▶ _TASK REQUIREMENTS_
Among the entries below, find the lines holding "scale" and copy them.

Dataset entries:
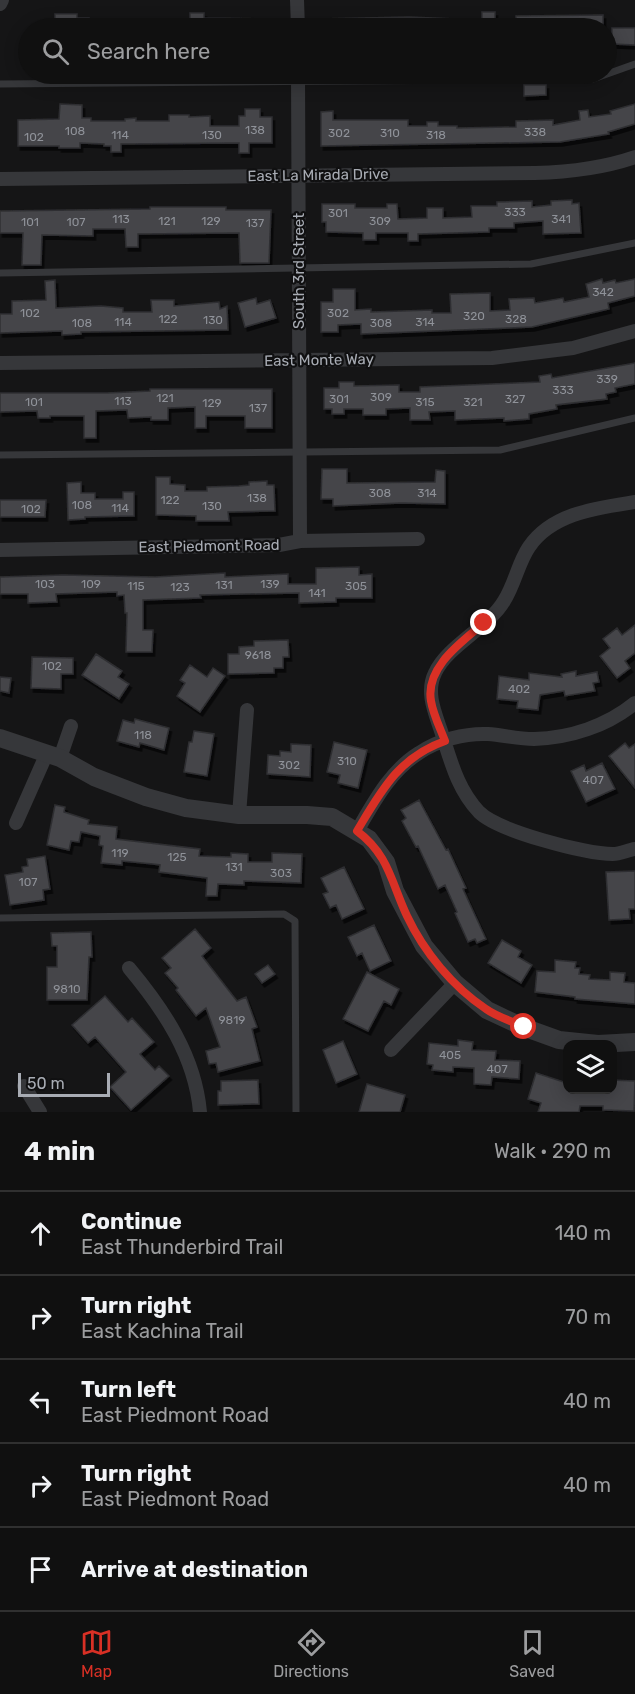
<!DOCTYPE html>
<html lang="en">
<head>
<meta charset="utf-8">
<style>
  body { margin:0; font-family:Rubik,sans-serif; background:#191919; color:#f1f3f6 }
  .controls { position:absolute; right:18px; bottom:18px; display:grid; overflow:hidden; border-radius:12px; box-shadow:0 3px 15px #0003 }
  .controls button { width:54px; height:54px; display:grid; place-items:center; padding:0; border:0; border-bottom:2px solid #303030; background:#101010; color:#f1f3f6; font:30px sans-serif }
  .scale { position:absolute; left:18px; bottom:15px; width:92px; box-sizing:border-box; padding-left:6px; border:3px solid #a8acb4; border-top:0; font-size:16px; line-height:21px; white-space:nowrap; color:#a8acb4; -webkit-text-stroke:4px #101011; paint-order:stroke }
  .stop { position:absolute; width:18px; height:18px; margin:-14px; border:4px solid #d93025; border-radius:50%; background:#fff }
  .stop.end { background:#d93025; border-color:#fff; box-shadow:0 2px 6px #0008 }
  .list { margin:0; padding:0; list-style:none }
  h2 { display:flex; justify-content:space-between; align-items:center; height:78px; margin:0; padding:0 24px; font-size:26px }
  h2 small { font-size:20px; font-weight:400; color:#9c9d9f }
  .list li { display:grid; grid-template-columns:39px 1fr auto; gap:18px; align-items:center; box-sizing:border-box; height:84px; padding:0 24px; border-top:2px solid #303030 }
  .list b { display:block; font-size:22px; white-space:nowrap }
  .list p { margin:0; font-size:20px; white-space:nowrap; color:#9c9d9f }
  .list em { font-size:20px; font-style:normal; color:#9c9d9f }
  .icon { flex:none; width:33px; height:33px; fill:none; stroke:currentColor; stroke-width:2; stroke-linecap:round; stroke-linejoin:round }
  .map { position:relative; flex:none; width:635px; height:1112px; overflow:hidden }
  .search { position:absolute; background:#101010; box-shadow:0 3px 15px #0003; left:18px; right:18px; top:18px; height:66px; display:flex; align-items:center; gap:15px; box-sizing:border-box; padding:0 21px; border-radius:33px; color:#9c9d9f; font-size:22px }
  .sheet { height:498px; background:#101010 }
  nav { display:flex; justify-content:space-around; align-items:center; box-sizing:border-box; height:84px; border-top:2px solid #303030; background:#101010; font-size:16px; color:#9c9d9f }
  nav a { display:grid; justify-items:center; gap:3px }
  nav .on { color:#d93025 }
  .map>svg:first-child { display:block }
</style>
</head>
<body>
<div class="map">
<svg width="635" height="1112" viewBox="0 0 635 1112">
  <defs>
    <filter id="shadow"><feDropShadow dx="2.5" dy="4" stdDeviation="0" flood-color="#0009"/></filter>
  </defs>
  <rect width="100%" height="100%" fill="#151516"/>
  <path fill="#444548" stroke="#2f2f32" stroke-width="1.5" filter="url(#shadow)" d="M482,12H495V28H482Z
    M190,13H204V18L270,19V28H190Z
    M55,14H77V18H89V28H55Z
    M603,15V28H516V16Z
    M409,17L456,19V28H318V19Z
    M612,28H635V45L612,44Z
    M524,85H546V95L524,96Z
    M60,104L82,105V118H91V121H125V119L136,118V121H169V115H189V117L210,116V126H239V116H245V109H260V117H272V143H249V153H239V143L121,144V152H111V146H104V144L80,143V148H59V146H18V120L59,119Z
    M635,104V124L608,132L609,134L560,142L321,146V112L333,111V120H408V126H427V122H438V126H457V128L516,127V121L553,120V125L580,120L579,111L588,110L589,117L611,114L610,111Z
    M572,200V204L579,203L581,233L543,234V221L514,223V228H489V232L418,234V241H408V233H376V240H363V233L326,232V222H322V204H355V208H387V204H397L398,219L427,218V208H443V218L472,217L471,206H497V202L532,201V207L551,205V201Z
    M150,207H226V210H271L269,263H240L239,233L138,234V247H126L125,229H93V236L42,235L41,265H22L23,233H0V211L150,209Z
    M602,279L603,283L615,280L616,283L635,279V296L608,303L609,309L532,327L361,334V324L338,325V332H321V302H333V289H355V310L371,309V312L432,310V313H451L450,294L490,293V311L510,310L509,299L534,298L535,303L563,298L564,302L589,297L586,284Z
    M55,280L56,308L101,306L123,308V312H152L151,300H174V306L219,302L220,309L227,306L228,330L81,332V334L62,335V331L0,333V314H12V301L46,300L45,281Z
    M256,298L257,304L270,300L276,318L245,327L238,303Z
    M635,363V384L615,388L616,392L606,394L607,399L556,405L557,409L529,414V419L504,421V418L455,420V411L429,412L430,420H410V408L386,409V415H363V409H344V414H332V409H324V388H339V382H354V386L399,385V392H420V387L540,382L539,376L551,374L552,378Z
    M150,389H272V428H245V416H206V428H195V407L168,408V420H151V417L128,418L127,410L96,411V438H84V416H50V418H38L37,411L0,412V393H107L150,391Z
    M322,469H347V483L435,482L436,470L445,471V504L401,503L333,506V499H321Z
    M156,477H170V484L185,485V491H207V487L239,486L249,485V482L267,481V485H274L275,511L228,512L229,521H196V516L156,515Z
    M81,482V493H95V499H123V492H134V516L85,517V519L68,520L67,483Z
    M0,500H46L45,517H0Z
    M359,567V575L372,574V598H336V602L299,603V593L200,595L201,598L143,600V630H153L152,652H126L127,613H125L124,595L117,596V592L56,594L57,602L28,603V594H0V577L63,575L155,577L225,573V577L288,574V584H316V568Z
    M635,625V653L625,661L630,668L617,678L600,656L610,648L603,639L617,628L622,635Z
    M288,640L289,657H283V668H274V673L228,674V654H239V647L254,646V641Z
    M96,654L122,671L118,677L129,684L119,699L82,675Z
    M32,657L73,658V674H61V689L31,688Z
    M190,665L207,677L213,668L225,676L200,712L177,696L185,683L180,680Z
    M576,671V676L597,672L599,682L593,683L595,691L565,696L564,691L540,695L538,710L517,708L518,701L497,699L499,676L529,680V673L562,677L561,674Z
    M0,677L11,678L9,693L0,691Z
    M135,719L169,728L164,750L140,743L139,747L117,741L123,720L134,723Z
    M194,731L214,734L207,776L184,772L189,742H192Z
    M334,742L367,750L358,788L338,783L340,775L327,772Z
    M625,743L629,748L635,744V788L609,756Z
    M291,744L311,745L310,777L267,774L268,755L280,756V751L291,752Z
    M602,763L615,789L586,802L571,771L584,765L586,771Z
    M419,800L446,850L448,849L466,888L463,889L486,939L477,943L475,939L468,942L455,913L457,912L445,885L438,889L418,846L416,847L402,821L406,818L401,810Z
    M55,805L65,807L64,812L89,820L88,824L117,827L116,839L200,849L199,856L231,857V853L248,854V862H272V853L302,854L301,883L244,881V885L218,884L217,896H206L207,878L159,872L160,865L153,864L122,861V865L101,863L103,846L99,845L100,836L81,832L79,842L71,841L69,850L47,845Z
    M45,856L50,889L43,890L44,900L10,905L5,875L23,872L22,867L28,866L27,859Z
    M344,867L364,909L342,919L336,905L330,908L323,894L328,892L321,878Z
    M635,871V909H629L630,919L609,920L606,872Z
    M374,925L391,961L370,971L362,953L357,956L348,937Z
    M195,929L211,948L202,956L237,1001L246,997L257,1027L252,1029L260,1061L218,1072L216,1063L209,1064L206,1051L220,1047L206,1008L196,1016L176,990L178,988L165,973L171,968L162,958Z
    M91,932L92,957H89L87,1000H47V967H57V946H52L51,933Z
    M502,940L521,951L518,957L532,965L521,983L488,963Z
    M555,960L576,962L575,968H580L579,974L590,975L589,979L610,980V972L625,973L624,982L635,983V1004L575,999V997L535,992L537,971L555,972Z
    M268,965L275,974L262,983L255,974Z
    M367,972L399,989L391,1005L384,1001L368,1031L343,1019Z
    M105,996L128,1022L132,1018L154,1042L140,1054L155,1070L159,1066L169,1076L131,1110L110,1087L126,1072L95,1037L88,1043L72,1025Z
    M458,1040L473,1042L472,1050L496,1051L495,1060L520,1061L519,1079L492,1077L491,1085L474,1084V1068L453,1067V1072L432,1070L433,1065L427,1064L429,1043L458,1046Z
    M343,1041L357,1074L336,1083L323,1050Z
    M536,1073L567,1083V1089H612V1080L635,1081L634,1111L603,1110V1106H580L579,1112H538L541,1103L528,1099Z
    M258,1080L259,1104L218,1105V1091H221V1081Z
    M367,1084L405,1095L400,1112H359Z"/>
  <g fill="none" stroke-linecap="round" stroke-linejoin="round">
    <path stroke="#36373a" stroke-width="7" d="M0,84L593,79L635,64
      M0,273L531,264L635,243
      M0,455L500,450L635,418
      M0,918L284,914L295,921L296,1112"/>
    <path stroke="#36373a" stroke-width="14" d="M297,0L298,28
      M0,4L2,0
      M298,74L300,541
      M0,179L535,173C569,172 603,168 635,157
      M0,363L492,358L573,348L635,331
      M635,502C597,508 552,513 529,547C518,563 515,584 504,601C489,627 447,646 435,673C425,693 436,715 442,734C451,762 458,790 479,812C498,831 585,854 613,854C620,854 628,850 635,849
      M0,550L279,545L300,541L418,539
      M60,758L71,726
      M239,815L247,710
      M16,823L47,753
      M357,831C374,802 390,771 419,753C438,740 465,733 488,734C503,735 518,739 534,739C570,738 607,726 635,703
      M129,968C164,1010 195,1056 200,1112
      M391,1050L455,983
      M24,1086L40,1112"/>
    <path stroke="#36373a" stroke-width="18" d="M0,738L60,758L94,777L146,797L186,808L239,815H307L332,817L369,839L386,862L395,891L424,946L455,983L487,1010L523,1027L559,1040L598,1044L635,1042"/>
  </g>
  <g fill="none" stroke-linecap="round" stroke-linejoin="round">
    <path stroke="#d93025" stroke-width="8" d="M484,623C462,642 425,667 431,701C433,714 440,728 445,741C399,757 381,791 357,831C389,855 391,882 407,916C424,952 453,987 486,1009C497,1017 512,1021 524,1027"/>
  </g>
  <g text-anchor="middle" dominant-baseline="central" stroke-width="4.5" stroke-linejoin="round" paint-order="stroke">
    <g font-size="12" fill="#8f9299">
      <text x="255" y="130">138</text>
      <text x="75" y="131">108</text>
      <text x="535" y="132">338</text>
      <text x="339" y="133">302</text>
      <text x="390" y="133">310</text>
      <text x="120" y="135">114</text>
      <text x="212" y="135">130</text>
      <text x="436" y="135">318</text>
      <text x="34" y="137">102</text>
      <text x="515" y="212">333</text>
      <text x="338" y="213">301</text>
      <text x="121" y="219">113</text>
      <text x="561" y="219">341</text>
      <text x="167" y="221">121</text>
      <text x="211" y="221">129</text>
      <text x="380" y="221">309</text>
      <text x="30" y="222">101</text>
      <text x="76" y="222">107</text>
      <text x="255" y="223">137</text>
      <text x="603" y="292">342</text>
      <text x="30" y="313">102</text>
      <text x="338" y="313">302</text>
      <text x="474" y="316">320</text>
      <text x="168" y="319">122</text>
      <text x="516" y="319">328</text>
      <text x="213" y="320">130</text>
      <text x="123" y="322">114</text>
      <text x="425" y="322">314</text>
      <text x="82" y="323">108</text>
      <text x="381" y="323">308</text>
      <text x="607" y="379">339</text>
      <text x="563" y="390">333</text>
      <text x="381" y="397">309</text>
      <text x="165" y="398">121</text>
      <text x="339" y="399">301</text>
      <text x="515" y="399">327</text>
      <text x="123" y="401">113</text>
      <text x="34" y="402">101</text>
      <text x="425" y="402">315</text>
      <text x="473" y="402">321</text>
      <text x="212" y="403">129</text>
      <text x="258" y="408">137</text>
      <text x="380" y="493">308</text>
      <text x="427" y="493">314</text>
      <text x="257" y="498">138</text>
      <text x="170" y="500">122</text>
      <text x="82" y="505">108</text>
      <text x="212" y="506">130</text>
      <text x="120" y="508">114</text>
      <text x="31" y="509">102</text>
      <text x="45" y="584">103</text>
      <text x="91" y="584">109</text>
      <text x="270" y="584">139</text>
      <text x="224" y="585">131</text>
      <text x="136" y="586">115</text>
      <text x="356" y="586">305</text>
      <text x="180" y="587">123</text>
      <text x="317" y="593">141</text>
      <text x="258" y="655">9618</text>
      <text x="52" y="666">102</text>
      <text x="519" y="689">402</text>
      <text x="143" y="735">118</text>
      <text x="347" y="761">310</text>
      <text x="289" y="765">302</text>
      <text x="593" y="780">407</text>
      <text x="120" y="853">119</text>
      <text x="177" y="857">125</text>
      <text x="234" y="867">131</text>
      <text x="281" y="873">303</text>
      <text x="28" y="882">107</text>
      <text x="67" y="989">9810</text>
      <text x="232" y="1020">9819</text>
      <text x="450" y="1055">405</text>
      <text x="497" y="1069">407</text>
    </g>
    <g font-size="15" fill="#a8acb4" stroke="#101011">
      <text transform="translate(318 175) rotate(-1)">East La Mirada Drive</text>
      <text transform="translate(299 271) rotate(-90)">South 3rd Street</text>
      <text transform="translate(319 360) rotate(-1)">East Monte Way</text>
      <text transform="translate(209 546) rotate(-1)">East Piedmont Road</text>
    </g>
  </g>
</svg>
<div class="controls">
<button><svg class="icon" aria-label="layers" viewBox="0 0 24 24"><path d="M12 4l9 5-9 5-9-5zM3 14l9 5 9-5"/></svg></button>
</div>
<div class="scale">50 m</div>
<div class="stop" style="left:524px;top:1027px"></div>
<div class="stop end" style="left:484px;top:623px"></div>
<div class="search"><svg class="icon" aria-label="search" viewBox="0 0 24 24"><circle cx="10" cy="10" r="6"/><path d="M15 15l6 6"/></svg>Search here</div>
</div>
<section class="sheet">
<h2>4 min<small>Walk · 290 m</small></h2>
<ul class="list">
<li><svg class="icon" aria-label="ahead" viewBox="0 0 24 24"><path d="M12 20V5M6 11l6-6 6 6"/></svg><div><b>Continue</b><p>East Thunderbird Trail</p></div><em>140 m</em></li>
<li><svg class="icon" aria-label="right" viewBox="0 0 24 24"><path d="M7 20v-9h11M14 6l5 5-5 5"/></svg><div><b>Turn right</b><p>East Kachina Trail</p></div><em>70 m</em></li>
<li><svg class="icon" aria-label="left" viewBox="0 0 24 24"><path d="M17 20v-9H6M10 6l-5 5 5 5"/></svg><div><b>Turn left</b><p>East Piedmont Road</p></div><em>40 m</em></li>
<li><svg class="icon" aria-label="right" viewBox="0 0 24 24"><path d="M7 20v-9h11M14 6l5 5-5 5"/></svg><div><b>Turn right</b><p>East Piedmont Road</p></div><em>40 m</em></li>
<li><svg class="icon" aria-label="arrive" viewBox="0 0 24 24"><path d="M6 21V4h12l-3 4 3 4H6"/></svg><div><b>Arrive at destination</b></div></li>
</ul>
</section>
<nav>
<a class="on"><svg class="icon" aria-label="map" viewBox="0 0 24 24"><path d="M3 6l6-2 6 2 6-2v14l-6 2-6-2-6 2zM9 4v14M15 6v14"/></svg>Map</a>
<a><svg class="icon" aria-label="directions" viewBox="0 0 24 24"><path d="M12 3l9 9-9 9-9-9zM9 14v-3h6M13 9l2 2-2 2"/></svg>Directions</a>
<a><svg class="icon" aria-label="saved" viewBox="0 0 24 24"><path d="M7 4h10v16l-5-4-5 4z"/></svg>Saved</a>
</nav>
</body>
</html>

▶ _REPLY_
  .scale { position:absolute; left:18px; bottom:15px; width:92px; box-sizing:border-box; padding-left:6px; border:3px solid #a8acb4; border-top:0; font-size:16px; line-height:21px; white-space:nowrap; color:#a8acb4; -webkit-text-stroke:4px #101011; paint-order:stroke }
<div class="scale">50 m</div>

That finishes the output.